**Task item**. Would you transcribe the records word for word, please?

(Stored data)
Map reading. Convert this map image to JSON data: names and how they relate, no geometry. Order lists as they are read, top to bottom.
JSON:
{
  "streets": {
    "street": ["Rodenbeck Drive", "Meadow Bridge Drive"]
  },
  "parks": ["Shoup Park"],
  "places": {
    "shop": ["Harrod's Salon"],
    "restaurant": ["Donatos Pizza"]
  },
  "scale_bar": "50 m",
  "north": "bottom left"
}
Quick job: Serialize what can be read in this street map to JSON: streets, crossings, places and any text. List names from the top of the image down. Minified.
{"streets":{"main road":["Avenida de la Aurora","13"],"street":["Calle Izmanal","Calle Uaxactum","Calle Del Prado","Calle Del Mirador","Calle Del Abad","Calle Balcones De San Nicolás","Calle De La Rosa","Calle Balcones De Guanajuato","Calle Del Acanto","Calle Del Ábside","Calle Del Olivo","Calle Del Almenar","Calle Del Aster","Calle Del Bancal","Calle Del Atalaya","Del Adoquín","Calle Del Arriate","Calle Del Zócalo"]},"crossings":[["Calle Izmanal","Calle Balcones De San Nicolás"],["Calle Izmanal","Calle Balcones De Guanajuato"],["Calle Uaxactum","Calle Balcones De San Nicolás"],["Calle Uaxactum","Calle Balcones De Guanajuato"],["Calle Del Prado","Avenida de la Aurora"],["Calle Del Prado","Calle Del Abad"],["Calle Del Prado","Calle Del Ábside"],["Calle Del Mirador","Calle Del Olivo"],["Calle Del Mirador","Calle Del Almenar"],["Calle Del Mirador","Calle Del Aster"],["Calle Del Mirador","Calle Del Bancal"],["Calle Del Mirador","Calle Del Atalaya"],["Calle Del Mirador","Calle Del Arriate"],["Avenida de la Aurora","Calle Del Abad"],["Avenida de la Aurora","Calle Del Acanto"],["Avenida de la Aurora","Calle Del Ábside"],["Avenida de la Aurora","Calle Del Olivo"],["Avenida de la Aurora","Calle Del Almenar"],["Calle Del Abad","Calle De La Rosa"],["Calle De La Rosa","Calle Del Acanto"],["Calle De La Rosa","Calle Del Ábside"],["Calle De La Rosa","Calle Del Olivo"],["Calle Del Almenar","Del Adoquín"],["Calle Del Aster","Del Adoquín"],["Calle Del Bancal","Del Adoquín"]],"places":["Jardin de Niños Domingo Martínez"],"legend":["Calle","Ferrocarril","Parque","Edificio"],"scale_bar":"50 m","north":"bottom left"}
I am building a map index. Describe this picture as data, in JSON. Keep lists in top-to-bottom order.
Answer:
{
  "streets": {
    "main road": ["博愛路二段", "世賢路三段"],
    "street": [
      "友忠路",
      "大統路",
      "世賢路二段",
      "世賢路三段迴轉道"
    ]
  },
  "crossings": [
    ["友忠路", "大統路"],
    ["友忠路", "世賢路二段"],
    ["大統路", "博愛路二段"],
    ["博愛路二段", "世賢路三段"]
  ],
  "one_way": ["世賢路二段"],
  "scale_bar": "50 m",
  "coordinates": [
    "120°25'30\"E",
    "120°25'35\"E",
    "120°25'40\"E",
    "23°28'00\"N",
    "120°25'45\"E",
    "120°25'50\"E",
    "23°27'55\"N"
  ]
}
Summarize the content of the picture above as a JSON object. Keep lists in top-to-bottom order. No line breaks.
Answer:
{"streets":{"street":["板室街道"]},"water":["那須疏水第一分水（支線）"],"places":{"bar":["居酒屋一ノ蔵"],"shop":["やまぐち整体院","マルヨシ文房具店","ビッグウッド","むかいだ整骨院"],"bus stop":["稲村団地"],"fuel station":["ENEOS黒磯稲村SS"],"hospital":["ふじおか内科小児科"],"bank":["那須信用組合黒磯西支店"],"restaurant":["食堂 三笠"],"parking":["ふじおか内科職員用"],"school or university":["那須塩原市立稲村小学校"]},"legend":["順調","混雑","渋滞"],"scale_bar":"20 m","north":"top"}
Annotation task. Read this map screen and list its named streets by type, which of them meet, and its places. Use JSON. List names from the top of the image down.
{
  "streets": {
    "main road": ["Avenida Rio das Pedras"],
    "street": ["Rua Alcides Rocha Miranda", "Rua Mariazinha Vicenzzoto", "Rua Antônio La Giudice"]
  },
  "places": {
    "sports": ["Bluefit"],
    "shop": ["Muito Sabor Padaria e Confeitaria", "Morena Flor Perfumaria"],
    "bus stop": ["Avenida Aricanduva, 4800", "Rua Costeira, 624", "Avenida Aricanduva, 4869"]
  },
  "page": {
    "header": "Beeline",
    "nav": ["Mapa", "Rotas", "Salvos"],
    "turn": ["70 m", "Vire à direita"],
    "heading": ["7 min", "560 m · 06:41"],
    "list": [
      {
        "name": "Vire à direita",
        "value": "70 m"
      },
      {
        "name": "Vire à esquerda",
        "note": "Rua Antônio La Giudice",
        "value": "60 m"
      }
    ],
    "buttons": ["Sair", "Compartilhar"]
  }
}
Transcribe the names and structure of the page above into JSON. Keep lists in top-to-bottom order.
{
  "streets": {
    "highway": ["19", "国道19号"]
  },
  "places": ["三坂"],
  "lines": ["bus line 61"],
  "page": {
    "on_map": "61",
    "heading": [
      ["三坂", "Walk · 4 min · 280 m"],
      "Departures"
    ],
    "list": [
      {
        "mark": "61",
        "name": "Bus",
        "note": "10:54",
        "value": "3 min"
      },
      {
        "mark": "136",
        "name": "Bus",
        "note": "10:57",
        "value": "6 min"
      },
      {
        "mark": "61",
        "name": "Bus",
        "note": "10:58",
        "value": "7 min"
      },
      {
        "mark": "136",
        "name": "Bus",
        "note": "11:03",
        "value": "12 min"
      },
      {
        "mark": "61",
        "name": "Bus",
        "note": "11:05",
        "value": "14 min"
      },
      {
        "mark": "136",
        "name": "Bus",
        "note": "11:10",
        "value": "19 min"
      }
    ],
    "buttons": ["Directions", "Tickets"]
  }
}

**Response**.
Map reading. Convert this map image to JSON data: names and how they relate, no geometry. Order lists as they are read, top to bottom.
JSON:
{
  "streets": {
    "street": ["Rodenbeck Drive", "Meadow Bridge Drive"]
  },
  "parks": ["Shoup Park"],
  "places": {
    "shop": ["Harrod's Salon"],
    "restaurant": ["Donatos Pizza"]
  },
  "scale_bar": "50 m",
  "north": "bottom left"
}
Quick job: Serialize what can be read in this street map to JSON: streets, crossings, places and any text. List names from the top of the image down. Minified.
{"streets":{"main road":["Avenida de la Aurora","13"],"street":["Calle Izmanal","Calle Uaxactum","Calle Del Prado","Calle Del Mirador","Calle Del Abad","Calle Balcones De San Nicolás","Calle De La Rosa","Calle Balcones De Guanajuato","Calle Del Acanto","Calle Del Ábside","Calle Del Olivo","Calle Del Almenar","Calle Del Aster","Calle Del Bancal","Calle Del Atalaya","Del Adoquín","Calle Del Arriate","Calle Del Zócalo"]},"crossings":[["Calle Izmanal","Calle Balcones De San Nicolás"],["Calle Izmanal","Calle Balcones De Guanajuato"],["Calle Uaxactum","Calle Balcones De San Nicolás"],["Calle Uaxactum","Calle Balcones De Guanajuato"],["Calle Del Prado","Avenida de la Aurora"],["Calle Del Prado","Calle Del Abad"],["Calle Del Prado","Calle Del Ábside"],["Calle Del Mirador","Calle Del Olivo"],["Calle Del Mirador","Calle Del Almenar"],["Calle Del Mirador","Calle Del Aster"],["Calle Del Mirador","Calle Del Bancal"],["Calle Del Mirador","Calle Del Atalaya"],["Calle Del Mirador","Calle Del Arriate"],["Avenida de la Aurora","Calle Del Abad"],["Avenida de la Aurora","Calle Del Acanto"],["Avenida de la Aurora","Calle Del Ábside"],["Avenida de la Aurora","Calle Del Olivo"],["Avenida de la Aurora","Calle Del Almenar"],["Calle Del Abad","Calle De La Rosa"],["Calle De La Rosa","Calle Del Acanto"],["Calle De La Rosa","Calle Del Ábside"],["Calle De La Rosa","Calle Del Olivo"],["Calle Del Almenar","Del Adoquín"],["Calle Del Aster","Del Adoquín"],["Calle Del Bancal","Del Adoquín"]],"places":["Jardin de Niños Domingo Martínez"],"legend":["Calle","Ferrocarril","Parque","Edificio"],"scale_bar":"50 m","north":"bottom left"}
I am building a map index. Describe this picture as data, in JSON. Keep lists in top-to-bottom order.
Answer:
{
  "streets": {
    "main road": ["博愛路二段", "世賢路三段"],
    "street": [
      "友忠路",
      "大統路",
      "世賢路二段",
      "世賢路三段迴轉道"
    ]
  },
  "crossings": [
    ["友忠路", "大統路"],
    ["友忠路", "世賢路二段"],
    ["大統路", "博愛路二段"],
    ["博愛路二段", "世賢路三段"]
  ],
  "one_way": ["世賢路二段"],
  "scale_bar": "50 m",
  "coordinates": [
    "120°25'30\"E",
    "120°25'35\"E",
    "120°25'40\"E",
    "23°28'00\"N",
    "120°25'45\"E",
    "120°25'50\"E",
    "23°27'55\"N"
  ]
}
Summarize the content of the picture above as a JSON object. Keep lists in top-to-bottom order. No line breaks.
Answer:
{"streets":{"street":["板室街道"]},"water":["那須疏水第一分水（支線）"],"places":{"bar":["居酒屋一ノ蔵"],"shop":["やまぐち整体院","マルヨシ文房具店","ビッグウッド","むかいだ整骨院"],"bus stop":["稲村団地"],"fuel station":["ENEOS黒磯稲村SS"],"hospital":["ふじおか内科小児科"],"bank":["那須信用組合黒磯西支店"],"restaurant":["食堂 三笠"],"parking":["ふじおか内科職員用"],"school or university":["那須塩原市立稲村小学校"]},"legend":["順調","混雑","渋滞"],"scale_bar":"20 m","north":"top"}
Annotation task. Read this map screen and list its named streets by type, which of them meet, and its places. Use JSON. List names from the top of the image down.
{
  "streets": {
    "main road": ["Avenida Rio das Pedras"],
    "street": ["Rua Alcides Rocha Miranda", "Rua Mariazinha Vicenzzoto", "Rua Antônio La Giudice"]
  },
  "places": {
    "sports": ["Bluefit"],
    "shop": ["Muito Sabor Padaria e Confeitaria", "Morena Flor Perfumaria"],
    "bus stop": ["Avenida Aricanduva, 4800", "Rua Costeira, 624", "Avenida Aricanduva, 4869"]
  },
  "page": {
    "header": "Beeline",
    "nav": ["Mapa", "Rotas", "Salvos"],
    "turn": ["70 m", "Vire à direita"],
    "heading": ["7 min", "560 m · 06:41"],
    "list": [
      {
        "name": "Vire à direita",
        "value": "70 m"
      },
      {
        "name": "Vire à esquerda",
        "note": "Rua Antônio La Giudice",
        "value": "60 m"
      }
    ],
    "buttons": ["Sair", "Compartilhar"]
  }
}
Transcribe the names and structure of the page above into JSON. Keep lists in top-to-bottom order.
{
  "streets": {
    "highway": ["19", "国道19号"]
  },
  "places": ["三坂"],
  "lines": ["bus line 61"],
  "page": {
    "on_map": "61",
    "heading": [
      ["三坂", "Walk · 4 min · 280 m"],
      "Departures"
    ],
    "list": [
      {
        "mark": "61",
        "name": "Bus",
        "note": "10:54",
        "value": "3 min"
      },
      {
        "mark": "136",
        "name": "Bus",
        "note": "10:57",
        "value": "6 min"
      },
      {
        "mark": "61",
        "name": "Bus",
        "note": "10:58",
        "value": "7 min"
      },
      {
        "mark": "136",
        "name": "Bus",
        "note": "11:03",
        "value": "12 min"
      },
      {
        "mark": "61",
        "name": "Bus",
        "note": "11:05",
        "value": "14 min"
      },
      {
        "mark": "136",
        "name": "Bus",
        "note": "11:10",
        "value": "19 min"
      }
    ],
    "buttons": ["Directions", "Tickets"]
  }
}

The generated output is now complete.